Supplied information START

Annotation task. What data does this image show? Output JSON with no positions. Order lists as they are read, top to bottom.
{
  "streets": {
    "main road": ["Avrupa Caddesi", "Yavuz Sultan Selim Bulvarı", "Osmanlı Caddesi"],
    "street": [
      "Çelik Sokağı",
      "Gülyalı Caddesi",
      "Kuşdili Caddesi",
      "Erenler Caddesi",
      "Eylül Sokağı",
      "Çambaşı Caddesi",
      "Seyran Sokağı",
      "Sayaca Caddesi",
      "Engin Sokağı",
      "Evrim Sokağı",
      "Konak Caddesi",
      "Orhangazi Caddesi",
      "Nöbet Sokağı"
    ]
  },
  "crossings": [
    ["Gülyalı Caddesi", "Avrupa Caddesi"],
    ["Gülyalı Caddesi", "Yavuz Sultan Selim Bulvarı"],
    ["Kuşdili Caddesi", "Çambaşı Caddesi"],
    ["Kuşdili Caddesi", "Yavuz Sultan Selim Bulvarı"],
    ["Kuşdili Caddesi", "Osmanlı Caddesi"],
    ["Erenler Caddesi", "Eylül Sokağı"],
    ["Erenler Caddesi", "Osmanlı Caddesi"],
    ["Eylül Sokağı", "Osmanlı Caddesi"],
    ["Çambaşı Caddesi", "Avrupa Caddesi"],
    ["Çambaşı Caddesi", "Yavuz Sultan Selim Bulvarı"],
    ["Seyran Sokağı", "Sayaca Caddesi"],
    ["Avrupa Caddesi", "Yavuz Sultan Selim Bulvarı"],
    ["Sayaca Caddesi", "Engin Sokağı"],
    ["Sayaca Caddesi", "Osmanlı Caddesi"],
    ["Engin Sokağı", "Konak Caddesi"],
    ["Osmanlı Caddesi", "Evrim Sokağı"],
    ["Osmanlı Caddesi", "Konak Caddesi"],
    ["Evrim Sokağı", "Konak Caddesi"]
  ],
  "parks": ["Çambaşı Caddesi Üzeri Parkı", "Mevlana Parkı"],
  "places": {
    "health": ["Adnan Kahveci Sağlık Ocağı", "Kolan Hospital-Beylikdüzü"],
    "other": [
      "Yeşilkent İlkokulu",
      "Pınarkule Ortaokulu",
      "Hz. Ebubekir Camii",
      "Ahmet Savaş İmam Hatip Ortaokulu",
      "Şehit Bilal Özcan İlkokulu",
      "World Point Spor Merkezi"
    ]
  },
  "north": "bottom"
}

Supplied information END

▶ _Aim of the exercise_
Retype the material above, line by line, exactly.

▶ _Exercise answer_
Annotation task. What data does this image show? Output JSON with no positions. Order lists as they are read, top to bottom.
{
  "streets": {
    "main road": ["Avrupa Caddesi", "Yavuz Sultan Selim Bulvarı", "Osmanlı Caddesi"],
    "street": [
      "Çelik Sokağı",
      "Gülyalı Caddesi",
      "Kuşdili Caddesi",
      "Erenler Caddesi",
      "Eylül Sokağı",
      "Çambaşı Caddesi",
      "Seyran Sokağı",
      "Sayaca Caddesi",
      "Engin Sokağı",
      "Evrim Sokağı",
      "Konak Caddesi",
      "Orhangazi Caddesi",
      "Nöbet Sokağı"
    ]
  },
  "crossings": [
    ["Gülyalı Caddesi", "Avrupa Caddesi"],
    ["Gülyalı Caddesi", "Yavuz Sultan Selim Bulvarı"],
    ["Kuşdili Caddesi", "Çambaşı Caddesi"],
    ["Kuşdili Caddesi", "Yavuz Sultan Selim Bulvarı"],
    ["Kuşdili Caddesi", "Osmanlı Caddesi"],
    ["Erenler Caddesi", "Eylül Sokağı"],
    ["Erenler Caddesi", "Osmanlı Caddesi"],
    ["Eylül Sokağı", "Osmanlı Caddesi"],
    ["Çambaşı Caddesi", "Avrupa Caddesi"],
    ["Çambaşı Caddesi", "Yavuz Sultan Selim Bulvarı"],
    ["Seyran Sokağı", "Sayaca Caddesi"],
    ["Avrupa Caddesi", "Yavuz Sultan Selim Bulvarı"],
    ["Sayaca Caddesi", "Engin Sokağı"],
    ["Sayaca Caddesi", "Osmanlı Caddesi"],
    ["Engin Sokağı", "Konak Caddesi"],
    ["Osmanlı Caddesi", "Evrim Sokağı"],
    ["Osmanlı Caddesi", "Konak Caddesi"],
    ["Evrim Sokağı", "Konak Caddesi"]
  ],
  "parks": ["Çambaşı Caddesi Üzeri Parkı", "Mevlana Parkı"],
  "places": {
    "health": ["Adnan Kahveci Sağlık Ocağı", "Kolan Hospital-Beylikdüzü"],
    "other": [
      "Yeşilkent İlkokulu",
      "Pınarkule Ortaokulu",
      "Hz. Ebubekir Camii",
      "Ahmet Savaş İmam Hatip Ortaokulu",
      "Şehit Bilal Özcan İlkokulu",
      "World Point Spor Merkezi"
    ]
  },
  "north": "bottom"
}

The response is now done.